Ulemanın Politizeliği ve Popülistleşmesi
İlim Yayma’nın ilk kurucu âlimlerinde ve Tarikat şeyhlerinde görüldüğü üzere
ulema politize ve popülistleşmiştir. Bu amaçla, tasavvuf şeyhliğine
dönüşmüşlerdir. “Dinin yayılması, halka açılması, hayırlı evlat yetiştirilmesi,” gibi
görevlerden söz etmişlerdir. İslâm’ın esaslarının öğrenilmesi ve yaşanır hale
getirilmesinden söz ederlerdi. Müslümanca yemek, giyinmek, oturmak,
konuşmak, Müslüman bir çevre oluşturmak, idareye talip olmak gibi İslâm’ın fert
ve toplum bazında kuşatıcı olmasını sağlayacak bütün davranışları ısrarla
vurgulamışlardır. Toplumu İslamlaştırmak istemişlerdir. Popülist olmalarının en
temel nedeni, İslam ilimleri alanlarında yeni tedvin ve formulasyon
yapamamalarıydı. Bunun bir nedeni alimlerin çapsız kalmaları, diğer nedeni ise
İslam’ın kaynağı bin yıl kullanılarak tüketildi ve yeni ürün üretecek malzemesinin
kalmamasıydı. Politize olmalarının nedeni, devletin kadrolarını ve nimetlerini
kolayca ve ülkeye bir kuruş kazandırmadan elde etmek idi.
İslam’ı Yaşatmanın Anlamı
“İslam’ı yaşatmak” demek, kendilerini yaşatmak demekti. İslam onlar için
ontolojik bir unsur idi. Çünkü varlıklarını sürdürebilecek kendi ürünü başka
paradigmaları, kimlikleri ve felsefeleri yoktu. Çünkü sadece geçmiş bilgileri
biliyorlardı. Çağımızın bilgilerinden habersizdiler. Nitekim elli yıl sonra iktidara
geldiler ama Türkiye’nin başı göğe ermedi.
İSKENDER PAŞA ve SİYASET
Zahit Kotku ve Politika
İskender paşa Cemaati şeyhi Zahit Kotku’yla birlikte cemaatte büyük değişimler
başladı. Kotku, aşamalı olarak devlet sorunlarıyla daha yakından ilgilenmeye
başladı. Devletin dönüştürülerek İslamlaştırılması için ‘yeni’ projeleri fiilen
uygulamaya koydu. Özellikle Devlet Planlama Teşkilatı ve Milli Eğitim Bakanlığı
içerisinde kadrolaşmaya öncelik verdi. Müridi olan Erbakan’a ‘yeni bir partinin
kurulmasının zaruri olduğu’ tavsiyesinde bulundu.

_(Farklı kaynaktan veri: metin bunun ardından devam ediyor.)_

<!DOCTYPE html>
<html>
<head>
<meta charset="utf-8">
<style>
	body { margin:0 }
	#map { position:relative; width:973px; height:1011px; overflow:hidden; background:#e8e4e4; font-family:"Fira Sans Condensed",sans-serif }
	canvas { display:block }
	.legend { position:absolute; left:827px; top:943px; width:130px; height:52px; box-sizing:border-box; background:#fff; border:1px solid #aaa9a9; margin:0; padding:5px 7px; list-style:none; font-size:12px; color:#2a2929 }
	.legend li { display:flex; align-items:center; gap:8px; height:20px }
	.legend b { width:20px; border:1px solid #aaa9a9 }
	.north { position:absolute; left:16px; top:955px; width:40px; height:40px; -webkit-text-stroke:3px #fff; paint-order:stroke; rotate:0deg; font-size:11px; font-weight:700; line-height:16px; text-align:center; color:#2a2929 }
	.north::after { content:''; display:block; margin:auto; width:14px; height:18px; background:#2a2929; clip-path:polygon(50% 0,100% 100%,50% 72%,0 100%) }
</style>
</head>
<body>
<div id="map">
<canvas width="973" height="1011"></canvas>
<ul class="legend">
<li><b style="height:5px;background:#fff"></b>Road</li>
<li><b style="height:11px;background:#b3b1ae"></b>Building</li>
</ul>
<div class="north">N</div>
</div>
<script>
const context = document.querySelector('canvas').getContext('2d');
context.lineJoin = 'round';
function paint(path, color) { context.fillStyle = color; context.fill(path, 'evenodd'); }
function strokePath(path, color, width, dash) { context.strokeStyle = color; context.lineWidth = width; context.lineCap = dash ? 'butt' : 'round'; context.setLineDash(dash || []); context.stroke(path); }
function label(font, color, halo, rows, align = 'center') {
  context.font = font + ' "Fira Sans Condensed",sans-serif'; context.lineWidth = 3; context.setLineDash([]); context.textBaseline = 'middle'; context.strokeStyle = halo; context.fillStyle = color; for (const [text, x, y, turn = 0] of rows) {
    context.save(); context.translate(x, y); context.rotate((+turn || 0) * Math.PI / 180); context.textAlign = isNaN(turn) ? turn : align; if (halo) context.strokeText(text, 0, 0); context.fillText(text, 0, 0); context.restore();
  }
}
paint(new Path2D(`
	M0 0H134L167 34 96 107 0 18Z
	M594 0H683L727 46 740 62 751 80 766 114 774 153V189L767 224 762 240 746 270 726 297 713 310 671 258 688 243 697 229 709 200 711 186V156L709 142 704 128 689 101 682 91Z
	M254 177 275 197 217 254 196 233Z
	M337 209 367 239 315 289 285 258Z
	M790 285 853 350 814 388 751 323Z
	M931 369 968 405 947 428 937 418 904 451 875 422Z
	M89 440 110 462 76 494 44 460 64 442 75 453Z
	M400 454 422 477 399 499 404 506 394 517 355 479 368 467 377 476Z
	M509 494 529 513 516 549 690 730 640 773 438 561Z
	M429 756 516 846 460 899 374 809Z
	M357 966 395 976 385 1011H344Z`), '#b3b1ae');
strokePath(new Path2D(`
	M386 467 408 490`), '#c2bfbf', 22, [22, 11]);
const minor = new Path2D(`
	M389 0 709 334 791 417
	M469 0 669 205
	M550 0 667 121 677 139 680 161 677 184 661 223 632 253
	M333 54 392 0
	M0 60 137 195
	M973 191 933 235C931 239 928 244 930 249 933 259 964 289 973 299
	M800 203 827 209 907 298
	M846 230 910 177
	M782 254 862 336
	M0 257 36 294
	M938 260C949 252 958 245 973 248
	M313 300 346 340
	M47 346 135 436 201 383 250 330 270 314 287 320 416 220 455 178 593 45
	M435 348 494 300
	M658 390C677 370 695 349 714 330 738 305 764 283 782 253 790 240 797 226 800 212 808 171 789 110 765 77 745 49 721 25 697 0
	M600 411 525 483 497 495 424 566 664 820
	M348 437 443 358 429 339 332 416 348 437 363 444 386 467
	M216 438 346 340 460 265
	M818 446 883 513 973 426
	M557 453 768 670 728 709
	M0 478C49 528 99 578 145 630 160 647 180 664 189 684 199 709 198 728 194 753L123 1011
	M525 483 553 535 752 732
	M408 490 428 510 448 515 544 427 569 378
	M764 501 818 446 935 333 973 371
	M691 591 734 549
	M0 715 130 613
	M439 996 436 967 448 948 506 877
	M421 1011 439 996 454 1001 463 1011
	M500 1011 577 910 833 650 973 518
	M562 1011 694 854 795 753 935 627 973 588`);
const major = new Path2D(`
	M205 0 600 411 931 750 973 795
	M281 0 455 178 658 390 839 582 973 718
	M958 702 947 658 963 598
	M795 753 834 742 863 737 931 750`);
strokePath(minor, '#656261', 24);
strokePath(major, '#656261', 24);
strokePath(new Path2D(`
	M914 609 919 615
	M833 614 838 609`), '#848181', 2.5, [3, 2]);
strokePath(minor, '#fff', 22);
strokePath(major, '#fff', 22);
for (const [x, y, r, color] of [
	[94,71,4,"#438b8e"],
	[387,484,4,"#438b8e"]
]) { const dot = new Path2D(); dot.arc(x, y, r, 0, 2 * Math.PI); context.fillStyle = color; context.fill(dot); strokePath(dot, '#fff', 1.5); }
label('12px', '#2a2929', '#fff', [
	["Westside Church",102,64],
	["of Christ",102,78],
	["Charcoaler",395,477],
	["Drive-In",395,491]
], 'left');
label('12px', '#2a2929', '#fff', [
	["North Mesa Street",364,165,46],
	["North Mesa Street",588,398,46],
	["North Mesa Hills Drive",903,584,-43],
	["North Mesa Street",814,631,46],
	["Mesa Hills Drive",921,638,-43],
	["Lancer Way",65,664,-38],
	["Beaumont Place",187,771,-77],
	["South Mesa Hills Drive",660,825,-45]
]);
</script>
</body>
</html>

Tek parti rejiminin yerini, 1945 yılında çok partili döneme bırakması ile İslamcı
hareket dışa yöneldi. İslamcılığı savunan birçok parti kurulmakla birlikte,
Anadolu’nun geleneksel orta-alt katmanlarını temsil eden İslamcı cemaatlerin çok
önemli bir kesimi, Kemalist gelenekten gelen A. Menderes’in Demokrat Parti
(DP)’sini desteklediler. Gümüşhanevi de önce DP’yi, daha sonra 1961’de
Süleyman Demirel’in Adalet partisi (AP)’ni destekledi.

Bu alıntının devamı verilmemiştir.